The empire’s new Hong Kong outpost, the South China Morning Post, doesn’t appear (no doubt it will be in the next edition). But Chairman Ma’s Little White Book does pay lengthy tribute to the Alibaba conglomerate’s secretaries. They are ‘invisible like air’, ‘working behind the scenes’ and ‘not hired to be a pretty face, and not a nanny either’…
One of those little examples of China wanting to be inclusive, committed to equality and respect and all the right modern hip and trendy things, but not quite Getting It, and sadly being cringe-making instead. (See also state media’s embarrassingly condescending features on foreigners’ amazing chopstick skills, Mainland airlines’ sexist PR fluff on cabin-crew recruitment, etc.)
Which leads us to the latest from Deep Throat, who has trawled through Alibaba’s latest 20-F statutory financial report filed with the US Securities and Exchange Commission. He helpfully translates the accountant-jargon into plain English and adds enlightening comment, such as:
“Even if each of the 300 newly created businesses had only 50 employees each, that would increase head count by 15,000. So apparently, these 300 new businesses had relatively few employees (if any). My guess would be that these “fly-under-the-radar” businesses were created solely to transfer cash (shareholder equity) to insiders, launder money and/or get cash out of the PRC. Of course, this is only a theory, I’m not directly accusing anyone of any wrongdoing here.”
There’s a vast amount here (maybe scroll past the author’s vacation pix from India).
Many points to ponder. Little stuff like the SEC’s ongoing investigation into Alibaba and how Hong Kong tried desperately to get the company to list here. To the big picture, like how much extra, magnified asset-price bubble is all around us in Hong Kong when we compound the Fed’s low interest rates with state-linked/crony Mainland giants’ financial sleights-of-hand, leveraged by domestic pyramid savings schemes, spurred by panic to relocate capital, with added messianic self-delusion and vanity (and gullible regulators and investors) for good measure. Or… maybe Big Throat is wildly exaggerating and all is OK.

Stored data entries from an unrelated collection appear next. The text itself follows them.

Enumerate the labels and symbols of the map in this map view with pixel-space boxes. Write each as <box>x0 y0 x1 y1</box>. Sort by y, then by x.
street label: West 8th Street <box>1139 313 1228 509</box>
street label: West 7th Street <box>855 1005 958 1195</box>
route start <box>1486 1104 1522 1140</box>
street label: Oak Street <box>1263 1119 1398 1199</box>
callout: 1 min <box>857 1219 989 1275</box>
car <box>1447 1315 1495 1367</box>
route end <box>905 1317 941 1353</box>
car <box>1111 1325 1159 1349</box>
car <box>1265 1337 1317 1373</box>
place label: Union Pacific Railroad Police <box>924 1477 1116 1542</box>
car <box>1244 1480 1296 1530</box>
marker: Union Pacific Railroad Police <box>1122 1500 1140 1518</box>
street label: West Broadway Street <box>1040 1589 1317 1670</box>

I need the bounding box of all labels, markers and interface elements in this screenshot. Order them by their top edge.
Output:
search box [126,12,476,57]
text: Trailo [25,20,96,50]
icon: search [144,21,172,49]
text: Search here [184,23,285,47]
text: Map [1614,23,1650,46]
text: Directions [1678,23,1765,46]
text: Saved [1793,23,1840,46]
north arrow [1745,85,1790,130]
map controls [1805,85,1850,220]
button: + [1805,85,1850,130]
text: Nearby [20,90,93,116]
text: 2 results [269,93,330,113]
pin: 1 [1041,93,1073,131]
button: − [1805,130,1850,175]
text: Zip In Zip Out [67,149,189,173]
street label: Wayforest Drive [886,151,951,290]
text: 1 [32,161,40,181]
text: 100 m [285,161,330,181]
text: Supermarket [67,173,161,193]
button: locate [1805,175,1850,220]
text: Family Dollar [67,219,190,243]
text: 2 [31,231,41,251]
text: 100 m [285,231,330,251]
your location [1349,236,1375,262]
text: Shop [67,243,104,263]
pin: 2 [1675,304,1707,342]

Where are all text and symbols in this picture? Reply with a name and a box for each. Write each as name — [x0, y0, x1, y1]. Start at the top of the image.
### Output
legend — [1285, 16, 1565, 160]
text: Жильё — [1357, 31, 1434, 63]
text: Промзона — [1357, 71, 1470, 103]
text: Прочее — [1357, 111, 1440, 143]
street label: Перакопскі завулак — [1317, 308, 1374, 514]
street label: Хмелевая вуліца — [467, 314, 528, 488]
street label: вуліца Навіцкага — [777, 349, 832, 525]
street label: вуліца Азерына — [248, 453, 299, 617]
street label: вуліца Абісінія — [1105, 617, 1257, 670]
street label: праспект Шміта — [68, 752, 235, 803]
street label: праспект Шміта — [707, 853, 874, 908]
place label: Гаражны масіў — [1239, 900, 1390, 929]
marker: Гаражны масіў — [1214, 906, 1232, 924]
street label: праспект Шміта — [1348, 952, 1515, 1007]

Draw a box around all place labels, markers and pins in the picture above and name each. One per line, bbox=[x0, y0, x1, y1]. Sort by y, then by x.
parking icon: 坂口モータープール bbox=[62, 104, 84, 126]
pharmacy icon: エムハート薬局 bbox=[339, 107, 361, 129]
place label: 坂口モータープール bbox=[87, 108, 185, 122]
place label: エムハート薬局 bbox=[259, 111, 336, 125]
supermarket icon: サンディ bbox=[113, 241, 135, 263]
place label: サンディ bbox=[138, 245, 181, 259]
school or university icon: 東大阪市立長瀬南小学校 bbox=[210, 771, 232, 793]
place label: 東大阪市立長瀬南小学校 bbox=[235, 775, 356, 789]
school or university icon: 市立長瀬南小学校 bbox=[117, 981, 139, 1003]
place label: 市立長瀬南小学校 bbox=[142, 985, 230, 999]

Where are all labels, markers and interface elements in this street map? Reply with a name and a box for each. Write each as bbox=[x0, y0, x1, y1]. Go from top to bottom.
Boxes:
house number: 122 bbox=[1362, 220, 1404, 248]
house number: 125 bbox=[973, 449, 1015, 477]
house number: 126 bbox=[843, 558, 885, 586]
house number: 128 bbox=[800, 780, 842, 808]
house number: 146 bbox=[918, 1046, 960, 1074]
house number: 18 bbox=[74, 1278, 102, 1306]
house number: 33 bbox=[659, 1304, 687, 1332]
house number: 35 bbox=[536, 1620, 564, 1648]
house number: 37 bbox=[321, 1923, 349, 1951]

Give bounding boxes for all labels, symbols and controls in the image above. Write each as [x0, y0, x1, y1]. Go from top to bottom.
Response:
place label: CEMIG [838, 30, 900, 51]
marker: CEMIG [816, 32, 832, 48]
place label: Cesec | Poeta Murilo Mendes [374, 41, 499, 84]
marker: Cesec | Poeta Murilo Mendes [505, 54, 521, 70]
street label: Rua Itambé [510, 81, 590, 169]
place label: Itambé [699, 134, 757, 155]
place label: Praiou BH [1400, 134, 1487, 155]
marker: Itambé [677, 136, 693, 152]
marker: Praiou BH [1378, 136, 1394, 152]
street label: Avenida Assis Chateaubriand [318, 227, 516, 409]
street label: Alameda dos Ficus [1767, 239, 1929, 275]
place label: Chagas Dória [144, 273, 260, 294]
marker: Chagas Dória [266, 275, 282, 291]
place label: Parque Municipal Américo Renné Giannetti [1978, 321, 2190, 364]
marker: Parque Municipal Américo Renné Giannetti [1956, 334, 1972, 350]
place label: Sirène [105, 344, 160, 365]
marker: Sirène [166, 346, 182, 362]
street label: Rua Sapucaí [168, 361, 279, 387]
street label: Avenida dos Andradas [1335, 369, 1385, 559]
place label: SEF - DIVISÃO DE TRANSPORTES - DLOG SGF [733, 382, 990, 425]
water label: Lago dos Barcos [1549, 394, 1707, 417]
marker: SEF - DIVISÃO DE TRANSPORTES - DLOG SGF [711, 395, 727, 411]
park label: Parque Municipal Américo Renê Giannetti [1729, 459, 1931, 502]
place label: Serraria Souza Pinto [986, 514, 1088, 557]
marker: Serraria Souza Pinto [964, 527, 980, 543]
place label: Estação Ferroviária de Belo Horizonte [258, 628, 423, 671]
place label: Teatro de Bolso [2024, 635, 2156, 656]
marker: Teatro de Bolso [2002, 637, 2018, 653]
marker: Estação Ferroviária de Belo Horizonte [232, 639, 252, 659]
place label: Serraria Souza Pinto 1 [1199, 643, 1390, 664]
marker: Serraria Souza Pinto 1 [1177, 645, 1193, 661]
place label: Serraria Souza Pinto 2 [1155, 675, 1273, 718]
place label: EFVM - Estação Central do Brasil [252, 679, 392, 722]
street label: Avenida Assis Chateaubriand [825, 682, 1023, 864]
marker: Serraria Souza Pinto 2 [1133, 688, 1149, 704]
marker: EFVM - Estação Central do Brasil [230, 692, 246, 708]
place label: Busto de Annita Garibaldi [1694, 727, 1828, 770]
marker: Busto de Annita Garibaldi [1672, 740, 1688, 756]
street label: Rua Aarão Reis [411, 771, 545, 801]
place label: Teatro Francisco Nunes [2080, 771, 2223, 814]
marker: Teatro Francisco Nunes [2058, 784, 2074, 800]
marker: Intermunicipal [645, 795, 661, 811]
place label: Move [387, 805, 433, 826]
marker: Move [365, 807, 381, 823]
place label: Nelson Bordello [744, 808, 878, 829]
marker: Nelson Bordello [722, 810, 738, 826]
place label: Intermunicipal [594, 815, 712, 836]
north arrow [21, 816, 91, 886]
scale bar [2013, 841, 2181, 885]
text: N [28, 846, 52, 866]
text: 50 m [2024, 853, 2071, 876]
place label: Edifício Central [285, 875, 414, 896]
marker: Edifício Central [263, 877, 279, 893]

Big deal. Chinese companies like to get cash out of their rotten country.
I would bet that Jack Ma wouldn’t risk burning poor brown people in tower blocks though.
He might get the chop.
In the UK, they knight you. And pay your gratuity into the Virgin Islands.
Only 3 more days of 689. Time flies when you have fun.
Don’t y’all forget the farewell cocktail party at Tamar Park, 11 PM, Friday night: a lovely and civilized get-together on a balmy tropical night under the stars. Something you can tell the grandkids about, or the other gerries at the Rotary Club or the South China Coast home.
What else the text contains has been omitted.